It’s the logic of appropriateness, as opposed to the logic of consequence. When we act, many of us follow what is called the logic of consequence: We decide what to do based on what we think will produce the best results. For example, someone deciding whether to switch careers will look at what staying or going will give them—money, security, prestige, etc.—and will try to maximize the good. It’s pretty straightforward. What will give me the most of what I want? And do that. By contrast, the law of appropriateness helps us to act based on our own sense of ourselves. It’s like asking, “What would a person like me do?” If I’m a person who doesn’t want to or is not willing to live in fear, then I’ll choose those actions that will be in line with my fearlessness. If I don’t want to live impatient, judgmental, anxious, etc., I will choose those actions that will help me to be that person.

There is a sutra called The Great Discourse on the Lion’s Roar. It lists the ten powers of the Tathagata, the awakened one, among which are understanding what is possible and impossible, understanding the world and all its elements, as well as beings and their inclinations, and a few others. Once we start practicing, we understand, this is pain, this is pleasure. This is how I avoid, this is how I hold on. This is my idea about the world, not the world itself. This is my projection of you, this is who you really are. We just see more clearly.

Oh, I’m getting caught up in a fantasy or in an idea, but is it so?
Oh, I’m projecting into the future, but what is happening right now?
Oh, I believe there’s something wrong with me but I hear that I’m already whole—how is that?

The more we practice, the more we inhabit ourselves as a beautiful question. We’re not so quick to know what we think we know. We’re willing to consider the possibility that maybe, maybe we can be free. And so, from these powers of the Tathagata, the one who’s awake, has four kinds of intrepidity, which are essentially

  1. that they’re awake

  2. they’re free of obstacles or taints

  3. recognize what those obstacles are, and

  4. they’ve put an end to suffering.

Essentially, they know who they are and how to live their life without hindrance in the mind. Thus, they have no fear and they can roar the lion’s roar.

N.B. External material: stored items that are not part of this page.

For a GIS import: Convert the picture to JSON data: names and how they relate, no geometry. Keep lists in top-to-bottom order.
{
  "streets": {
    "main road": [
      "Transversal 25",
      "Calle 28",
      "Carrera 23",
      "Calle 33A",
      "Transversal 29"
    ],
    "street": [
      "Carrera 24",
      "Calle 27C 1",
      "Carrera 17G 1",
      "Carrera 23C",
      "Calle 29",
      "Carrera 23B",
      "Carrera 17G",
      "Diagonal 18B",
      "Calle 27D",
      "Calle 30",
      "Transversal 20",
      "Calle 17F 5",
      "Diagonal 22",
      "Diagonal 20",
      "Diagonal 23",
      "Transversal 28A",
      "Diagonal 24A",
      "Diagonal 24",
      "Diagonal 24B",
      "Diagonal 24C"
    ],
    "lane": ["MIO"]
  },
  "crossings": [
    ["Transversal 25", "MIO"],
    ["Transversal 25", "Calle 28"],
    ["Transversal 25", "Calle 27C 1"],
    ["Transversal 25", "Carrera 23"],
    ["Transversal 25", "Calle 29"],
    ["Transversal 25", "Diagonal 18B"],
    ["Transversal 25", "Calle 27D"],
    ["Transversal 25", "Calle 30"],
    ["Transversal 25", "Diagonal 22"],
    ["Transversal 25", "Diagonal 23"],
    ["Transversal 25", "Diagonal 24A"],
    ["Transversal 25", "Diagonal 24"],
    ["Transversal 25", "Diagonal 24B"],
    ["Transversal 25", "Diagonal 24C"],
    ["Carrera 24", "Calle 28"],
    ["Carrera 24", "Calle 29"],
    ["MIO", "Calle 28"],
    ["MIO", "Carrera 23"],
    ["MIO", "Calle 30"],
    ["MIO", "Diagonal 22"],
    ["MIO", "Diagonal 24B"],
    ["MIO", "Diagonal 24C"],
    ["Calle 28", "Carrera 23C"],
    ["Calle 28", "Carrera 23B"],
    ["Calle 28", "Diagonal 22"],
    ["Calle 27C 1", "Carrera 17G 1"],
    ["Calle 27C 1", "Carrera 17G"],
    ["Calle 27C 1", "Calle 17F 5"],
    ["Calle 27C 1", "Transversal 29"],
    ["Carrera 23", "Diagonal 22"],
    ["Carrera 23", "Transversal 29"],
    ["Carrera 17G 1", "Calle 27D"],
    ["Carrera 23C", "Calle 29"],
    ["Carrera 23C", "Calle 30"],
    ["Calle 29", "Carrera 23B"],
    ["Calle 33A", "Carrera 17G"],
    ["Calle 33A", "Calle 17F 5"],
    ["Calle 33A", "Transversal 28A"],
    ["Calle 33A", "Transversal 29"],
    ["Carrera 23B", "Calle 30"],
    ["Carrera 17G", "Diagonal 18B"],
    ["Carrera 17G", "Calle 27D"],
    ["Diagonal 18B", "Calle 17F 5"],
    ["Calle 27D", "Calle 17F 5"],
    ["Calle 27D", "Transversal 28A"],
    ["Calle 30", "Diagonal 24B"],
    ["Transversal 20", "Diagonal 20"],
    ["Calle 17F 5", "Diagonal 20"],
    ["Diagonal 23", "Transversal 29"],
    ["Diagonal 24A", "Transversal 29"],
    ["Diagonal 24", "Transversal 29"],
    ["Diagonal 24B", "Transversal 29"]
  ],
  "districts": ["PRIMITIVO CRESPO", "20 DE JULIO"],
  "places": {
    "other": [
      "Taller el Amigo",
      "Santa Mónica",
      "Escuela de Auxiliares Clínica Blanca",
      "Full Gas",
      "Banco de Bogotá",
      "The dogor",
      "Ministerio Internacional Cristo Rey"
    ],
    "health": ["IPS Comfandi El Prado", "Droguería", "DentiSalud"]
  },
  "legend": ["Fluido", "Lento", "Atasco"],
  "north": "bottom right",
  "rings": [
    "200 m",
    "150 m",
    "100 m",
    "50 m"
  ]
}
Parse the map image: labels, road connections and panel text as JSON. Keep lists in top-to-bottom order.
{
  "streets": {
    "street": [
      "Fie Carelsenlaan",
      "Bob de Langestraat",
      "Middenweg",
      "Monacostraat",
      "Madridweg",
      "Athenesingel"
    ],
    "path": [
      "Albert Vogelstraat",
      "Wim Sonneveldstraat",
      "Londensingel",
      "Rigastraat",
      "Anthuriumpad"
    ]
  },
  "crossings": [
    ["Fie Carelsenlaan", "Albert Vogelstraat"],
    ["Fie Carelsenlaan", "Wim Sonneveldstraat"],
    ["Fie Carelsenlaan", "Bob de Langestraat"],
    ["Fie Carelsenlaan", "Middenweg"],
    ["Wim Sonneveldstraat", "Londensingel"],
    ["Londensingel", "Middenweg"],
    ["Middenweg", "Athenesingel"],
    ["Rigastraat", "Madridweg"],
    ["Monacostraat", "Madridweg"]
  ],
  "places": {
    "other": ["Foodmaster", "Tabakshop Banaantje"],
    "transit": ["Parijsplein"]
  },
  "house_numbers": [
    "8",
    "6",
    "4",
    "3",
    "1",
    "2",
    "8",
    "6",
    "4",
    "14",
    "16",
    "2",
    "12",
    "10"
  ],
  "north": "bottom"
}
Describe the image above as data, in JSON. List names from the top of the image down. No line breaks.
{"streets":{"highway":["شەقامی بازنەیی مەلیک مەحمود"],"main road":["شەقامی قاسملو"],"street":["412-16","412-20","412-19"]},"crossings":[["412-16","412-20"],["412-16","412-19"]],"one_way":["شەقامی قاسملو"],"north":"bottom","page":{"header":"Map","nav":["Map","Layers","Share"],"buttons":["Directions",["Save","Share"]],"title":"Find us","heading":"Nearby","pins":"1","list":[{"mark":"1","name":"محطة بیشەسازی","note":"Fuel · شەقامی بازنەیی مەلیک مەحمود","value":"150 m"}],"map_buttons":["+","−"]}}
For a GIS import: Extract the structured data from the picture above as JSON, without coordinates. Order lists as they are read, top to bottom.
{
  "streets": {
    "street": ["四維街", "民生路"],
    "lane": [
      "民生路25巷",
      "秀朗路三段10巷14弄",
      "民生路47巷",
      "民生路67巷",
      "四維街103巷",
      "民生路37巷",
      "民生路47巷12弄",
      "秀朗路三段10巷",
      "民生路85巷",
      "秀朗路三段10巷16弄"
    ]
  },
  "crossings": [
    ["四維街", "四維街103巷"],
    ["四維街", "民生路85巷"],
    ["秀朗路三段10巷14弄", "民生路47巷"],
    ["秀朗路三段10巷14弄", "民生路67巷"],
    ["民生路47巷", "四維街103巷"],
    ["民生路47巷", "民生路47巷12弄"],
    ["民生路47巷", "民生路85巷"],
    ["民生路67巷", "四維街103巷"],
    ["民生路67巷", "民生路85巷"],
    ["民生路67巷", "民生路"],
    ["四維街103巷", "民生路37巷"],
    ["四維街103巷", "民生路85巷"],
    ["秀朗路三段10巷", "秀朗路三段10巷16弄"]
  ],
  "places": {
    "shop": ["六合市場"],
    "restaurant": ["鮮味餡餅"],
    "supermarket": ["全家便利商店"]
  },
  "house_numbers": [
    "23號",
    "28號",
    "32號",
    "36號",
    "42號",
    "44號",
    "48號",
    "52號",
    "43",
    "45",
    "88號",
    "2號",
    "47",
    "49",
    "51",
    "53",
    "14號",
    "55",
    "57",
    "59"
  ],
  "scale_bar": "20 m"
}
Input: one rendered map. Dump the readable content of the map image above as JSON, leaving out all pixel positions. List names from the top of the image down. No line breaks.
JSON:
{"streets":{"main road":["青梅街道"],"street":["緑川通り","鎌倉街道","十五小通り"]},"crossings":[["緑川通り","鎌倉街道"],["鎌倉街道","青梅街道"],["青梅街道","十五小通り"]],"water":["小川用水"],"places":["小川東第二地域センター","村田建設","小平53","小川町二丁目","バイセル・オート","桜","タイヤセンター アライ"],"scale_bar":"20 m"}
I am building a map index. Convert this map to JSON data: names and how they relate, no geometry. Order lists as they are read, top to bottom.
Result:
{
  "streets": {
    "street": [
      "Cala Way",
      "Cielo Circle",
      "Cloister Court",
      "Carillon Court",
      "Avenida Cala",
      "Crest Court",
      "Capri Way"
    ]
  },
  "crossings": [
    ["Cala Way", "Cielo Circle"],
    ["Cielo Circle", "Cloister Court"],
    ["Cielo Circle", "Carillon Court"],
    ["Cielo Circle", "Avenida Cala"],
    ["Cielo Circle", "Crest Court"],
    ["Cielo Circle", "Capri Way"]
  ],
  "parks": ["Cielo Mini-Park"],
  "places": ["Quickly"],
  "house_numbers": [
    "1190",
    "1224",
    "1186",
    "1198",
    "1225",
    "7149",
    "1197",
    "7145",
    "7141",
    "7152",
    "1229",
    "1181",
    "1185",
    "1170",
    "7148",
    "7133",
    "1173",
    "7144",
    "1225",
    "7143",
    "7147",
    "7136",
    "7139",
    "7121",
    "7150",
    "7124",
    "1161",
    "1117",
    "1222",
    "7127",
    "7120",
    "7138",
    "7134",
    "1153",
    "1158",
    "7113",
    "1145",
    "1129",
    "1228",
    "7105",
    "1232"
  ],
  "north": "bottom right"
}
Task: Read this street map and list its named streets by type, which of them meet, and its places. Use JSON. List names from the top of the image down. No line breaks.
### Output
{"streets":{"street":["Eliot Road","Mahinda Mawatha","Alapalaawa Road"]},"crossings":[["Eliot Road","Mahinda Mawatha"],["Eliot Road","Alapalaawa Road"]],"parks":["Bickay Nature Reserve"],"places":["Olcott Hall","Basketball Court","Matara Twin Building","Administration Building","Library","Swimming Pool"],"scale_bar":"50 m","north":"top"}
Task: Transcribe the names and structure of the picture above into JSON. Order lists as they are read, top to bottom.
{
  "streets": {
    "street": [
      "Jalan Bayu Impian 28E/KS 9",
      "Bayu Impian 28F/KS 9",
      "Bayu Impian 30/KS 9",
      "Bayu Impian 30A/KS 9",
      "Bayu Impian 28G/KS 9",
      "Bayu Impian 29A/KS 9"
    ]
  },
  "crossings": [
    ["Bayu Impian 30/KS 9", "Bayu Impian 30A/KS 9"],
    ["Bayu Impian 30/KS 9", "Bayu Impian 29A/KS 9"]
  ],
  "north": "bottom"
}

I will choose to stay in my career or to switch, not based on what I will get, but based on who I am or who I want to be and what is more in line with me. One is external motivation, the other is internal. One gives others or circumstances power. The other puts power where it belongs. This is just like the process of becoming free, of becoming more ourselves, more at home with who we are. We think not, what’s expected of me, what is everyone else doing, or even, what’s the right thing to do, but, What does a person like me do? I’ve spoken of this as, How do I want to live my life?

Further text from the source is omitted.